La réduction du nombre d’animaux sera mise en oeuvre par l’estimation du nombre minimal d’animaux permettant de garantir l’interprétabilité des résultats. De façon systématique des analyses statistiques sont effectuées afin de déterminer le nombre d’animaux optimal afin de produire des résultats robustes pour chaque point de mesure.

3. Raffinement

3R / Raffinement :

La fréquence de surveillance des animaux est essentielle pour garantir leur bien-être. Les signes de détérioration de l’état de santé, tels que la perte de poids, fièvre, modifications de la mobilité, ou respiration laborieuse, sont particulièrement surveillés par l’observation de points limites en raison des effets du vieillissement. Si des signes de stress apparaissent, nous actionnerons des actions correctives. Des critères d’arrêt sont définis pour éviter la souffrance excessive des animaux.

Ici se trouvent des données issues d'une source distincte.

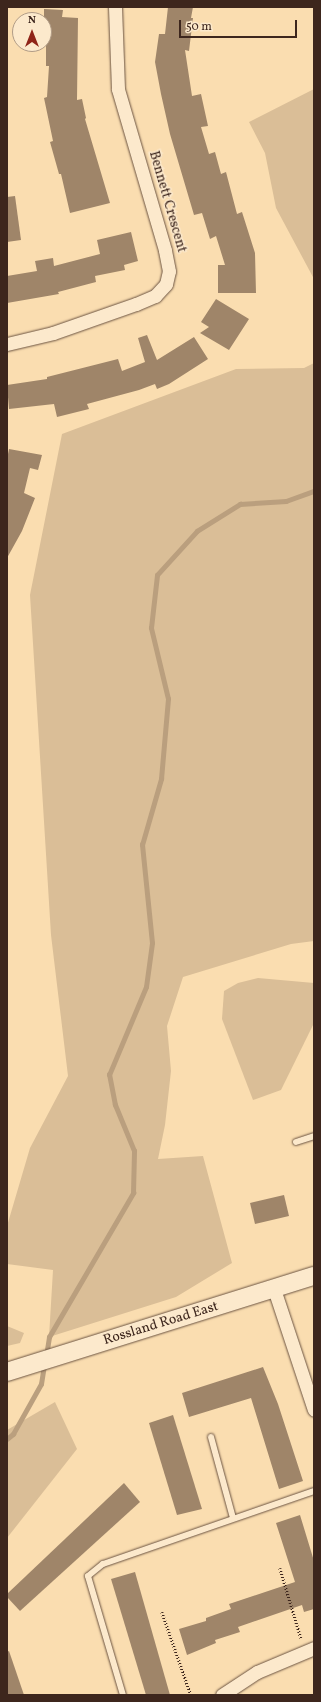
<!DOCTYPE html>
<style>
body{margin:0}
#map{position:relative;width:321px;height:1702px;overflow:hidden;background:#faddb0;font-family:Vollkorn,serif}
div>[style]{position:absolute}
.green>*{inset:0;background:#dabe97}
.stream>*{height:4.5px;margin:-2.25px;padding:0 2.25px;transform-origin:2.25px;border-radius:2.25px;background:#ba9f7e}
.building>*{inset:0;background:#9f8569}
.path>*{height:2.5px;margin-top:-1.25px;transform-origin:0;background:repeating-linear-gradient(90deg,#3d261d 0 1px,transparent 0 3px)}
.roads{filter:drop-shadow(0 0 1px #6c5442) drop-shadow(0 0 1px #6c5442)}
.lane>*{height:6px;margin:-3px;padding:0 3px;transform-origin:3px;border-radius:3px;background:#fce9cc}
.street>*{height:13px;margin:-6.5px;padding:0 6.5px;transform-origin:6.5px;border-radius:6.5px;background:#fce9cc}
.secondary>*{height:18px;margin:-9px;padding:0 9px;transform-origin:9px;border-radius:9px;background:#fce9cc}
span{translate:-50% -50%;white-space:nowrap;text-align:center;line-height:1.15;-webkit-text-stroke:3px #fce9cc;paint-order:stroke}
.street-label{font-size:14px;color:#3d261d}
.frame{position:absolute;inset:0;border:8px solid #3d261d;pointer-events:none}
.north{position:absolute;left:12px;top:12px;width:40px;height:40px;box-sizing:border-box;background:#fce9cc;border:1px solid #b09b86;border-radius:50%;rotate:0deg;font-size:11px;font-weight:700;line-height:16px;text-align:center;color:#3d261d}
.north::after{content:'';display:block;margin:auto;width:14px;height:18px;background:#8f2418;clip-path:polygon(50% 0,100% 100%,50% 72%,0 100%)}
.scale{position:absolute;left:179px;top:20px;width:118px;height:18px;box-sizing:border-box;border:2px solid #3d261d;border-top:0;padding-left:5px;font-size:12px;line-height:14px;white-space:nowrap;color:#3d261d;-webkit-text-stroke:3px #fce9cc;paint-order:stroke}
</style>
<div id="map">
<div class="green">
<i style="clip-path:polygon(314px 89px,314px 279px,276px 208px,265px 153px,249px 122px)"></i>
<i style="clip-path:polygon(314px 363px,314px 941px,291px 944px,183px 977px,167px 1026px,171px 1071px,165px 1125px,158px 1159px,203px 1156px,232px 1263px,176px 1297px,49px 1337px,53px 1270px,7px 1264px,7px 1226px,30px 1148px,68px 1076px,51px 935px,30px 595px,62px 434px,236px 369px,304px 368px)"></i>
<i style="clip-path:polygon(258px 978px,314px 983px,314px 1023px,281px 1090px,253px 1100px,222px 1019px,224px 991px,238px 983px)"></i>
<i style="clip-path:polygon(7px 1326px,24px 1333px,20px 1343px,7px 1346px)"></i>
<i style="clip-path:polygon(55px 1402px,77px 1449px,7px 1538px,7px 1430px)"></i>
</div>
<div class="stream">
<i style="left:46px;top:1356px;width:19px;rotate:-81deg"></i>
<i style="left:49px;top:1337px;width:167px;rotate:-59.7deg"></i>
<i style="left:133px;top:1193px;width:42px;rotate:-88.6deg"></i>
<i style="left:134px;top:1151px;width:50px;rotate:-112.4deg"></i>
<i style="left:115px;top:1105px;width:31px;rotate:-101deg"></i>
<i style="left:109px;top:1075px;width:95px;rotate:-67.2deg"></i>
<i style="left:146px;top:987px;width:44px;rotate:-82.2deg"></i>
<i style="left:152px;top:943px;width:99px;rotate:-95.8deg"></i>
<i style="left:142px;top:845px;width:69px;rotate:-73.9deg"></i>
<i style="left:161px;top:779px;width:80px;rotate:-85deg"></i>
<i style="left:168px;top:699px;width:73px;rotate:-103.5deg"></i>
<i style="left:151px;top:628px;width:53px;rotate:-83.5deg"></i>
<i style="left:157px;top:575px;width:59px;rotate:-47.7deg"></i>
<i style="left:197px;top:531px;width:51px;rotate:-32.1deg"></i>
<i style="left:240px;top:504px;width:46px;rotate:-3.7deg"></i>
<i style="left:286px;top:501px;width:30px;rotate:-20deg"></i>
<i style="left:7px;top:1439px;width:8px;rotate:-40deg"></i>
<i style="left:13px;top:1434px;width:57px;rotate:-60.8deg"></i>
<i style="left:41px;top:1384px;width:19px;rotate:-81deg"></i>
</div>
<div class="building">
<i style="clip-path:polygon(168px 7px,193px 7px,191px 18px,193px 18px,189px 51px,185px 50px,192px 96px,201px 94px,208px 126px,201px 127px,209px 154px,215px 152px,221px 174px,226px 172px,237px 214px,242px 212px,255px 253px,256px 293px,218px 293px,218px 265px,225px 265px,216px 236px,210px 239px,202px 213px,194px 215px,170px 134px,161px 94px,155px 62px,159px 34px,165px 34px)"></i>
<i style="clip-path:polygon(44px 9px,63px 10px,62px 17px,78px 18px,77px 100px,82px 99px,86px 118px,85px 119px,110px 203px,70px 213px,61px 174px,59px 174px,50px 142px,53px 141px,44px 98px,47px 97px,49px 66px,46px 66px,46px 42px,44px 42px)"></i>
<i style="clip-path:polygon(15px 196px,21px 240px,7px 242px,7px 197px)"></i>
<i style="clip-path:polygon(131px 232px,138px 261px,124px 265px,125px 270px,95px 276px,96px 282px,58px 292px,59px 294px,7px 303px,7px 276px,37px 271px,35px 261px,53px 258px,54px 266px,100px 254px,97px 240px)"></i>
<i style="clip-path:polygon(216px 299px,249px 319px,229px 350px,200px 333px,209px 327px,201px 322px)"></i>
<i style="clip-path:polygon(147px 335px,157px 360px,194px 337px,208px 359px,169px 384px,157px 389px,155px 384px,139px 390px,87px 404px,89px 409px,57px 417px,54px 404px,9px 409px,7px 385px,47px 379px,47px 377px,118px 359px,122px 371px,145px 362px,138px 338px)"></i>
<i style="clip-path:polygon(9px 449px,42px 455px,38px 470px,30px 468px,24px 493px,35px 498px,22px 531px,7px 558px,7px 459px)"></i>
<i style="clip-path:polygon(284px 1195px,289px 1216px,255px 1224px,250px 1203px)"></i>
<i style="clip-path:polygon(263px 1367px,278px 1404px,303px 1481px,279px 1489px,251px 1398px,189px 1417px,182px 1393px)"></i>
<i style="clip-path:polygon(173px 1415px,202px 1509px,177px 1515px,149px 1423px)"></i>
<i style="clip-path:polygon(124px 1483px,140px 1502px,20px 1611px,7px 1597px,7px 1594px)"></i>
<i style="clip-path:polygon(300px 1515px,314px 1561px,314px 1609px,304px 1612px,302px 1605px,238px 1627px,240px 1632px,215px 1640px,216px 1643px,187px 1655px,179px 1629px,206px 1621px,206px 1618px,231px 1609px,229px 1604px,295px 1582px,276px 1523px)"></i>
<i style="clip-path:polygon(135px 1572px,170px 1695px,146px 1695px,111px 1579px)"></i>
<i style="clip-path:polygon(9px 1651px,24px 1695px,7px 1695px,7px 1652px)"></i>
</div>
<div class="path">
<i style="left:280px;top:1568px;width:73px;rotate:73.3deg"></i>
<i style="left:162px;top:1612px;width:88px;rotate:70.7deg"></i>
</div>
<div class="roads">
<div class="lane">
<i style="left:296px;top:1142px;width:19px;rotate:-18deg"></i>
<i style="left:211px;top:1437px;width:84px;rotate:74.8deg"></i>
<i style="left:123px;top:1695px;width:124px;rotate:-106.4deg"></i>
<i style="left:88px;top:1576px;width:19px;rotate:-39deg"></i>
<i style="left:103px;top:1564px;width:223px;rotate:-19.1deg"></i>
</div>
<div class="street">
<i style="left:7px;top:344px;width:47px;rotate:-13.4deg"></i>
<i style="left:53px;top:333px;width:88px;rotate:-19.3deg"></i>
<i style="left:136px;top:304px;width:21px;rotate:-23deg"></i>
<i style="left:155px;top:296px;width:16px;rotate:-47deg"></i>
<i style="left:166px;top:284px;width:13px;rotate:-77deg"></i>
<i style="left:169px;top:271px;width:21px;rotate:-101deg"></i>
<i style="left:165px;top:250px;width:168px;rotate:-106.3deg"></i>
<i style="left:118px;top:89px;width:82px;rotate:-92.1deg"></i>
<i style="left:274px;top:1289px;width:127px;rotate:71.7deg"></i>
<i style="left:222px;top:1695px;width:42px;rotate:-33.3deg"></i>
<i style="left:257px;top:1672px;width:62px;rotate:-22.8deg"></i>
</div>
<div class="secondary">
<i style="left:7px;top:1372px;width:322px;rotate:-17.4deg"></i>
</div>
</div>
<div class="street-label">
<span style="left:167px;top:202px;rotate:74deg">Bennett Crescent</span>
<span style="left:161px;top:1324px;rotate:-17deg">Rossland Road East</span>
</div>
<div class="frame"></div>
<div class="north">N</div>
<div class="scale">50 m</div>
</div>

L’objectif est de garantir que l’état de l’animal est constamment suivi et que des soins vétérinaires sont fournis dès que nécessaire. La prévention du stress est intégrée au protocole expérimental par l’utilisation d’une anesthésie gazeuse et administration d’analgésique au préalable des gestes douloureux.

Expliquer le choix des espèces et les stades de développement y afférents.

Les rongeurs partagent une grande similarité génétique et physiologique avec les humains. Leurs organes et systèmes fonctionnent de manière similaire, ce qui facilite l’extrapolation des résultats à l’homme. Les rongeurs développent de nombreuses pathologies liées à l’âge qui ressemblent à celles observées chez l’humain. Leur courte durée de vie est un atout majeur. La souris est privilégiée pour les phases précoces et de large criblage : Son faible poids corporel réduit la quantité de principes actifs nécessaires. C’est un avantage majeur lorsque les molécules testées sont coûteuses à synthétiser ; Sa petite taille permet la manipulation de grands effectifs, garantissant des résultats statistiquement robustes. Le rat est souvent choisi pour les phases de validation avancées et les études pharmacologiques. La taille du rat permet d’effectuer des prélèvements biologiques répétés d’un plus grand volume que chez la souris, sur le même individu tout au long de sa vie. Les animaux utilisés seront des animaux adultes.